◆ WHAT YOU ARE ASKED TO DO ◆
A verbatim copy of every entry is required. Produce it now.
▬▬▬▬▬▬
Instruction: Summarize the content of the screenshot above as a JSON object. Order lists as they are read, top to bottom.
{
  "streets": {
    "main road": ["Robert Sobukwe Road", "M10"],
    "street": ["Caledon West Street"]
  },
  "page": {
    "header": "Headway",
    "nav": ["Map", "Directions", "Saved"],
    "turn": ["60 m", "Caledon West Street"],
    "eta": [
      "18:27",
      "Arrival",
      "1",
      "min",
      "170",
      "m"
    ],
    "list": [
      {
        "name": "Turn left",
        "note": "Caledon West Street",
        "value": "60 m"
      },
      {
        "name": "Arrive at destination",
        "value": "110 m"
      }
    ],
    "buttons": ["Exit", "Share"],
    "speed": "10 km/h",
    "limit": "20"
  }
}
▬▬▬▬▬▬
◆ WRITTEN REPLY ◆
Instruction: Summarize the content of the screenshot above as a JSON object. Order lists as they are read, top to bottom.
{
  "streets": {
    "main road": ["Robert Sobukwe Road", "M10"],
    "street": ["Caledon West Street"]
  },
  "page": {
    "header": "Headway",
    "nav": ["Map", "Directions", "Saved"],
    "turn": ["60 m", "Caledon West Street"],
    "eta": [
      "18:27",
      "Arrival",
      "1",
      "min",
      "170",
      "m"
    ],
    "list": [
      {
        "name": "Turn left",
        "note": "Caledon West Street",
        "value": "60 m"
      },
      {
        "name": "Arrive at destination",
        "value": "110 m"
      }
    ],
    "buttons": ["Exit", "Share"],
    "speed": "10 km/h",
    "limit": "20"
  }
}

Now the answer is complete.